§ Description of the task
Anywhere the string "overflow" shows up in the listing below, copy the line it is in.

§ Exercise material
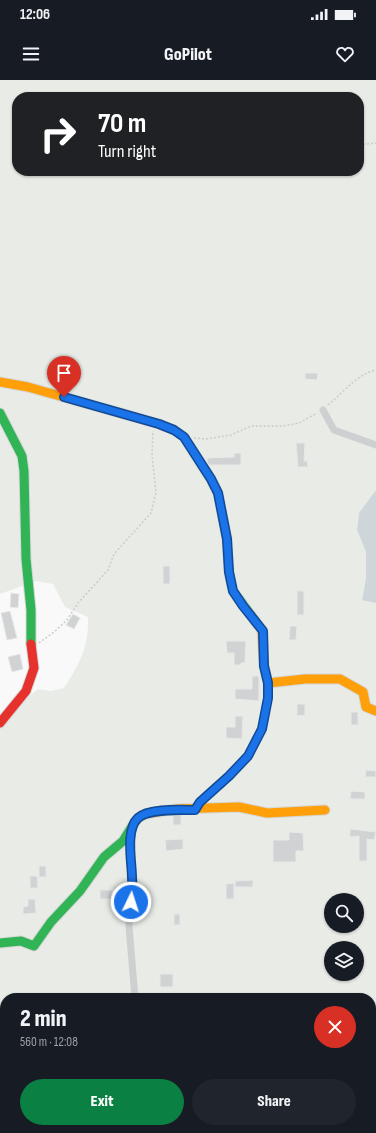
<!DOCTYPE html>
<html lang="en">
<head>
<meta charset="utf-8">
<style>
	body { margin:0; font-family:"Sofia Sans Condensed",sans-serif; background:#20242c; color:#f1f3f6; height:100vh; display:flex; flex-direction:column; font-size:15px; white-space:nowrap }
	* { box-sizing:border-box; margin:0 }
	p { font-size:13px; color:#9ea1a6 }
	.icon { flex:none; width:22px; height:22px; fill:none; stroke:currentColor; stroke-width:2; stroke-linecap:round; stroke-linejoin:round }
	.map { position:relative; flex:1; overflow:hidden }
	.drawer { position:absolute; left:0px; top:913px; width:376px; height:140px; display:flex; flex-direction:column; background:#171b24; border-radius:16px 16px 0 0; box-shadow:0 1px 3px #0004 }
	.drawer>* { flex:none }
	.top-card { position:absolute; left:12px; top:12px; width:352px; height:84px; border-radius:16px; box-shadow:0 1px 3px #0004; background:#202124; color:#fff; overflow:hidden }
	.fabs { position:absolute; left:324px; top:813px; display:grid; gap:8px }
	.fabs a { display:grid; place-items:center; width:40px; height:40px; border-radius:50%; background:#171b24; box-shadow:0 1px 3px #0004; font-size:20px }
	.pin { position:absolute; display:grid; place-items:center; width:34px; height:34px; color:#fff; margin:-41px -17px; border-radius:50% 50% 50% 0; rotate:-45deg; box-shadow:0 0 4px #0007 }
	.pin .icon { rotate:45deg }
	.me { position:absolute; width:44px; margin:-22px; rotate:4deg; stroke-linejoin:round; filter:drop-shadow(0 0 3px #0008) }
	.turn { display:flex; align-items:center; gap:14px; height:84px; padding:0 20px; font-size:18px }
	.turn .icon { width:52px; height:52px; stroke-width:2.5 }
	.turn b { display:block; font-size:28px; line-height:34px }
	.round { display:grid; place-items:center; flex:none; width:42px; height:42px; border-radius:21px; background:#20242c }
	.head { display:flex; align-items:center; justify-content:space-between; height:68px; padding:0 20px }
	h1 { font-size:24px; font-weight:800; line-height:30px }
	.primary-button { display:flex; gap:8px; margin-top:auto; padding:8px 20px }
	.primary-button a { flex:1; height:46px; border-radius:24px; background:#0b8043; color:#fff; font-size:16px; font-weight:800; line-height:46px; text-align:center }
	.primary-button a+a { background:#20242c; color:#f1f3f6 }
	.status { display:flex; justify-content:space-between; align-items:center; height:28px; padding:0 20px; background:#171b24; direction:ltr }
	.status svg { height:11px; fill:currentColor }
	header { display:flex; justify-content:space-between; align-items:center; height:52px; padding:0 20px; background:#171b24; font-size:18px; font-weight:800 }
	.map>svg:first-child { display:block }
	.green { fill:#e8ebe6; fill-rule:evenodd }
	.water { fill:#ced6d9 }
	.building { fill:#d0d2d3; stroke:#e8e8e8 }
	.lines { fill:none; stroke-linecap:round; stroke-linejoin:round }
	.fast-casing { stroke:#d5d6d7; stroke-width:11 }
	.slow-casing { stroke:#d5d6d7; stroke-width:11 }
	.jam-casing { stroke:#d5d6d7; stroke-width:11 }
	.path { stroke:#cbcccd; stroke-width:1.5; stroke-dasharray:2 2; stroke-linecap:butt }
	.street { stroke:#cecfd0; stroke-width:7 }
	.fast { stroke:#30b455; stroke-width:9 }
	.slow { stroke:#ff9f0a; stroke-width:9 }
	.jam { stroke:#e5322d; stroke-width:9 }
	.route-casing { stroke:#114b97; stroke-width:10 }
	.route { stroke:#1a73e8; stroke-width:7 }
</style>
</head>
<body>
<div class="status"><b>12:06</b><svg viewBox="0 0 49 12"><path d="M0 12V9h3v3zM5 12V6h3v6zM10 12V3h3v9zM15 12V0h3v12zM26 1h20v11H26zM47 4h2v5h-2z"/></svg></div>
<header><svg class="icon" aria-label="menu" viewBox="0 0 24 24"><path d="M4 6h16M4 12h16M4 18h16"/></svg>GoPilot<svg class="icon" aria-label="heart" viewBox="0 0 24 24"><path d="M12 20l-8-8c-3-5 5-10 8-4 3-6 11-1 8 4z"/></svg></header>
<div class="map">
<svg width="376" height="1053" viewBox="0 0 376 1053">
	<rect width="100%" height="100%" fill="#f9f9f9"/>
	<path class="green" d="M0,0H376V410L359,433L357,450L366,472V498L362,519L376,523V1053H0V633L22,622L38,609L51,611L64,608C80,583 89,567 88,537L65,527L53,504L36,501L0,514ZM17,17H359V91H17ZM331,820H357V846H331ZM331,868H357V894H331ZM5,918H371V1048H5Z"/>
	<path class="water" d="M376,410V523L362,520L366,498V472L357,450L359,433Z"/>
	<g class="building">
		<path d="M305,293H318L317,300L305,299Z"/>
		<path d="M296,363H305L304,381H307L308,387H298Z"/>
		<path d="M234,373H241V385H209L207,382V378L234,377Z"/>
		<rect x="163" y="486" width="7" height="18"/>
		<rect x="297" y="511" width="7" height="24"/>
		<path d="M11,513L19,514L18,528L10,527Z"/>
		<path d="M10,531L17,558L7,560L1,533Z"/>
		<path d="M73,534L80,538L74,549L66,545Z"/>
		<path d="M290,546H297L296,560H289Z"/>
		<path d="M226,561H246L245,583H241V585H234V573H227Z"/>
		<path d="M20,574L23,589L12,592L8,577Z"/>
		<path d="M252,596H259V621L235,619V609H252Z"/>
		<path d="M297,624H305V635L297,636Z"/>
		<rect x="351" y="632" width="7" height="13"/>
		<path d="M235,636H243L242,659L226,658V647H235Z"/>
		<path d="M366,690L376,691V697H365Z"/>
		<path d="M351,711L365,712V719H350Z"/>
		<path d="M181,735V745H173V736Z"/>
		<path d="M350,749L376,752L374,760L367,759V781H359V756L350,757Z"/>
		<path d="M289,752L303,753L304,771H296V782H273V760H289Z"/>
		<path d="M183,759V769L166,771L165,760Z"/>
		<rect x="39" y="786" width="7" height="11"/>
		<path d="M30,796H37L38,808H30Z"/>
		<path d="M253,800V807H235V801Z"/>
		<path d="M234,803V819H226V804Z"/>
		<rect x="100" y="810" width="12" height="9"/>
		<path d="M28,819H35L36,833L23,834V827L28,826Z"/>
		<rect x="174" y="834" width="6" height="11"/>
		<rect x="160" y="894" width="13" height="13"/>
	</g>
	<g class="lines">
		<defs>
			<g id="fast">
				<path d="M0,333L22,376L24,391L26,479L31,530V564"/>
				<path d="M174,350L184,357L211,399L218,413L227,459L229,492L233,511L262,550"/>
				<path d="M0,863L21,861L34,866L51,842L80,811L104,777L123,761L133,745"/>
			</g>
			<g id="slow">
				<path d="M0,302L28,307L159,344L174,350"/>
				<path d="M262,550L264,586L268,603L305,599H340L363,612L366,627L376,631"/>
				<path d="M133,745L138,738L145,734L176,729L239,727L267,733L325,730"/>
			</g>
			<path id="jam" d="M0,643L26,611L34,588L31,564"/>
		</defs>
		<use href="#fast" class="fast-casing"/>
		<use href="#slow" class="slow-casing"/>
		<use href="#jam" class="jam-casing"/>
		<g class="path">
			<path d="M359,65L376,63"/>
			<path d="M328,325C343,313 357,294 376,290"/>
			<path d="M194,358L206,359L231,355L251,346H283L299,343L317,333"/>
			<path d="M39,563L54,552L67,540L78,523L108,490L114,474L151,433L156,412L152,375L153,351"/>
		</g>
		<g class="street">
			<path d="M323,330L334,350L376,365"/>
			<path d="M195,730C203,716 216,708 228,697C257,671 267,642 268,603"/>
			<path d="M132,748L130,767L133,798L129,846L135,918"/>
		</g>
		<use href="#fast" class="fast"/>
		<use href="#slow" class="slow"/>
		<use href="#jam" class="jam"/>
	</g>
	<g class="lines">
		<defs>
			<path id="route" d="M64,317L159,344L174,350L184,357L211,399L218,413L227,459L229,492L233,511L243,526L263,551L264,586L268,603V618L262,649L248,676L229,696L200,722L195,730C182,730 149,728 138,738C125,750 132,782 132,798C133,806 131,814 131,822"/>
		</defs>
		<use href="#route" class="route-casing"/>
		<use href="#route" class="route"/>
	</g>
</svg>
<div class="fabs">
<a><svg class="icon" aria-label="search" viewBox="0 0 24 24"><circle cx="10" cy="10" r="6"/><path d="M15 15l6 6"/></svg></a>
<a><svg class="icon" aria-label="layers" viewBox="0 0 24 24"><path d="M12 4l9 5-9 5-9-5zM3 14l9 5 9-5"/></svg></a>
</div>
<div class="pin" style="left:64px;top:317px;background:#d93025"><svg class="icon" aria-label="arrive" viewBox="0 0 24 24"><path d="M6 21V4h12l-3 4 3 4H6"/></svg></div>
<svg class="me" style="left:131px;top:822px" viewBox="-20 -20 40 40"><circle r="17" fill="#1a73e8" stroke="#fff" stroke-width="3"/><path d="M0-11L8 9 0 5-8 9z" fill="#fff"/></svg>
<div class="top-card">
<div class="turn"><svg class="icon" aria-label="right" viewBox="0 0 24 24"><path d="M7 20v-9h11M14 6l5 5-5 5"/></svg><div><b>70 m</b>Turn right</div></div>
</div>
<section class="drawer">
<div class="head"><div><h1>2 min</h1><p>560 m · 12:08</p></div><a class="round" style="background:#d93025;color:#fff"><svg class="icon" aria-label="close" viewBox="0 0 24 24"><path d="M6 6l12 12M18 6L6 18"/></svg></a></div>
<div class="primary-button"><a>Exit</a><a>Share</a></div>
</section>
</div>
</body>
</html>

§ Reply to the task
	.map { position:relative; flex:1; overflow:hidden }
	.top-card { position:absolute; left:12px; top:12px; width:352px; height:84px; border-radius:16px; box-shadow:0 1px 3px #0004; background:#202124; color:#fff; overflow:hidden }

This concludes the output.